[GeoNetwork-devel] issues with OAI implementation

Hi,

while tracking down some OAI interoperability issues between jOAI and geonetwork I noticed that the the OAI implementation in Geonetwork might have some issues.

I was wondering if somebody familiar with the implementation is around to discuss.

I have noticed that the implementation of the "resumptionToken" has problems. Geonetwork refuses to be harvested by non Geonetwork OAI harvesters, complaining about "No session for token". This is because geonetwork maintains the state of a OAI conversation in a userSession,
which is fine for browsers, but not for other types of userAgents.

The only way to maintain state in OAI is by using the resumptionToken.
However, geonetwork requires the user to maintain the http session in order be able to retrieve the resultset corresponding to a resumptionToken.

The resumptionToken allows a (large) OAI reply to be split up into several pages. (a bit like paging). By supplying the resumptionToken the user scrolls forward in the cursor.

In geonetwork the result-set corresponding to a OAI request is stored in the userSession. This means that a session has to be created and maintained in order for the resumptionToken to work. AFAIK geonetwork uses jsessionid for this. The implication is that in order for your session maintaining resumptionToken to work, you also need to maintain the state via jsessionid, which contradicts the idea of the resumptionToken being the only way to maintain state.

What is more is that only one OAI resultset can be stored in the userSession, with a newer one overwriting an older one. This means that one cannot have multiple OAI searches in the same browser.

A second problem concerns the validation by Geonetwork of OAI replies by other OAI providers. For example, the attached file shows a reply to a ListSets request. This cannot be validated against
http://www.openarchives.org/OAI/2.0/OAI-PMH.xsd, since the <setDescription> element contains a new namespace (oai_dc) which also has to be validated (strict in the XMLschema).
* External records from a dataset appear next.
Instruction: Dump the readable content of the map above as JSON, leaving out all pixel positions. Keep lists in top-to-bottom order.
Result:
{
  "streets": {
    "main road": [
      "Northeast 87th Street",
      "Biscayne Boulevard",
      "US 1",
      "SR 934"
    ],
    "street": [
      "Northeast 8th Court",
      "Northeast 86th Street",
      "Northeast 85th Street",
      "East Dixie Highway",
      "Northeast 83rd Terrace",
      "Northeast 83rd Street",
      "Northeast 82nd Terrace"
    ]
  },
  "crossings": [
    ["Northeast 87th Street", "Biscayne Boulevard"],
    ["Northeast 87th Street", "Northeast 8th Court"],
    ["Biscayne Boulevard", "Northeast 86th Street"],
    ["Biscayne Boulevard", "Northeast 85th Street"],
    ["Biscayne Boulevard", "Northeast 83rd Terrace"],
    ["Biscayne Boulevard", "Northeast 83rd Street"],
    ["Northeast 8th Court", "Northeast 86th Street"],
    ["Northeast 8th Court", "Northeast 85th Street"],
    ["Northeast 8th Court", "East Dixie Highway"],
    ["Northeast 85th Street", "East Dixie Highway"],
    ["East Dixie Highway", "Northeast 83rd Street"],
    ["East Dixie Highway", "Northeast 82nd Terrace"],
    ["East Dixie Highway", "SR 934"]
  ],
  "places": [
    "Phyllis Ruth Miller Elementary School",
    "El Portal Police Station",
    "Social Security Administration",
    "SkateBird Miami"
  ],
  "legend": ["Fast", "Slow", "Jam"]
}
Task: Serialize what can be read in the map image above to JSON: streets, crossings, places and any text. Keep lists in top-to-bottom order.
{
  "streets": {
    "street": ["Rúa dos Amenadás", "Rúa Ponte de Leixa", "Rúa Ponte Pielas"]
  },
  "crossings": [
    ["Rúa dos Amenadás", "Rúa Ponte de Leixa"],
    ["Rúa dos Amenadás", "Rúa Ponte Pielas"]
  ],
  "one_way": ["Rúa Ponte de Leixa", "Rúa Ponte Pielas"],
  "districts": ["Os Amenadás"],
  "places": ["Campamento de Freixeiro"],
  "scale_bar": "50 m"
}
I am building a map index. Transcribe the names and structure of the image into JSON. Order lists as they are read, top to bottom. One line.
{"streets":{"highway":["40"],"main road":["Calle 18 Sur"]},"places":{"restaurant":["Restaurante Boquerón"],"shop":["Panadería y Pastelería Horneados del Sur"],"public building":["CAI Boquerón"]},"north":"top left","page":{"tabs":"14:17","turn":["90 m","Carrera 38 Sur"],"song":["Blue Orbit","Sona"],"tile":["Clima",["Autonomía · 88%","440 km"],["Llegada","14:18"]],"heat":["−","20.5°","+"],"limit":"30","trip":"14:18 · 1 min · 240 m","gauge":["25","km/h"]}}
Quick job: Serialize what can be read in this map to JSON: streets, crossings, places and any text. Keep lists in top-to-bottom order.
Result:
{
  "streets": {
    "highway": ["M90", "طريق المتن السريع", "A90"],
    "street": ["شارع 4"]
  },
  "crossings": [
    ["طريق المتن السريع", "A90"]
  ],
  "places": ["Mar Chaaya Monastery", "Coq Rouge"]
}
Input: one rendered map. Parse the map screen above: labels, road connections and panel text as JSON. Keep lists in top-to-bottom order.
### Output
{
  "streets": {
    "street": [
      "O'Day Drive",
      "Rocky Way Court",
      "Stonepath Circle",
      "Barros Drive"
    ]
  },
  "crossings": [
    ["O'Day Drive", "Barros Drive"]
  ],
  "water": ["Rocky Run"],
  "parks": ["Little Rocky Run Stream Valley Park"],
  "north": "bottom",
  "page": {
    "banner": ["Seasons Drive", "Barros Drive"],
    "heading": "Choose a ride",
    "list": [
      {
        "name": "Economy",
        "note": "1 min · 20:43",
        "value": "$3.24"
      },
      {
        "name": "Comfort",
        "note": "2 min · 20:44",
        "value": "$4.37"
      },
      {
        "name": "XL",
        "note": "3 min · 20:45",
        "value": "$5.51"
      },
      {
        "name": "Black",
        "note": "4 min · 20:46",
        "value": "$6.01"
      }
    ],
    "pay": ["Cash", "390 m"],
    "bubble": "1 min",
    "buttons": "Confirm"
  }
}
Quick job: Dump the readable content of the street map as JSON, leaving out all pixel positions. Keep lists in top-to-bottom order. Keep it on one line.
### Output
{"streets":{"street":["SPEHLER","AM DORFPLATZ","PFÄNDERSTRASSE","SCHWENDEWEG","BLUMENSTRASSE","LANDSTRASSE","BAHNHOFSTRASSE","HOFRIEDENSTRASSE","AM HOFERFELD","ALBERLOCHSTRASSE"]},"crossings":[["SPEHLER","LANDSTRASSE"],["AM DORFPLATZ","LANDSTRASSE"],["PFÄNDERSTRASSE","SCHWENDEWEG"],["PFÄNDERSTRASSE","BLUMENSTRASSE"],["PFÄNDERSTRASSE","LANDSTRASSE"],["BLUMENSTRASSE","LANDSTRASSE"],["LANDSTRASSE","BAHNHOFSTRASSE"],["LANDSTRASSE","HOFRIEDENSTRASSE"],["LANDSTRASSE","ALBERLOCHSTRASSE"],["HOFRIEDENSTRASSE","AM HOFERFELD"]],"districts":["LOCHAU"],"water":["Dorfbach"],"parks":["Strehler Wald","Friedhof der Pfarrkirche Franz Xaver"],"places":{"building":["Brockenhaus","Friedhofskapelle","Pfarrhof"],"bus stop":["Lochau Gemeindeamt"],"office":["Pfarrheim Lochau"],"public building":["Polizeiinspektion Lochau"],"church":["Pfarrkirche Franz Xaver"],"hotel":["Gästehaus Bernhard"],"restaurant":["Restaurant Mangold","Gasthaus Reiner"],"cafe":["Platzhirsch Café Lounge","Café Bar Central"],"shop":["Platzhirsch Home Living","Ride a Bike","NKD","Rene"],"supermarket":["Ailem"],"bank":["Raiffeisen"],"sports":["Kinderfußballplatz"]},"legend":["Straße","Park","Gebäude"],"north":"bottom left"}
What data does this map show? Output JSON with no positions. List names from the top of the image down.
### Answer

However, the corresponding XMLschema file is of course not known to geonetwork.
This could be fixed by including the oai_dc schema into the OAI-PMH.xsd, but since <setDescription> can contain any namespace this would not be a generic solution.
I dont know how XML validation of subtrees having arbitrary (and unknown) namespaces is supposed to work.

In Geonetwork the problem is that the categories cannot be retrieved from e.G jOAI via listSets, because GN cannot validate the reply.

sorry for the long email.
I hope somebody can enlighten me.

best regards
Timo

(attachments)

joai_listsets_response.xml (882 Bytes)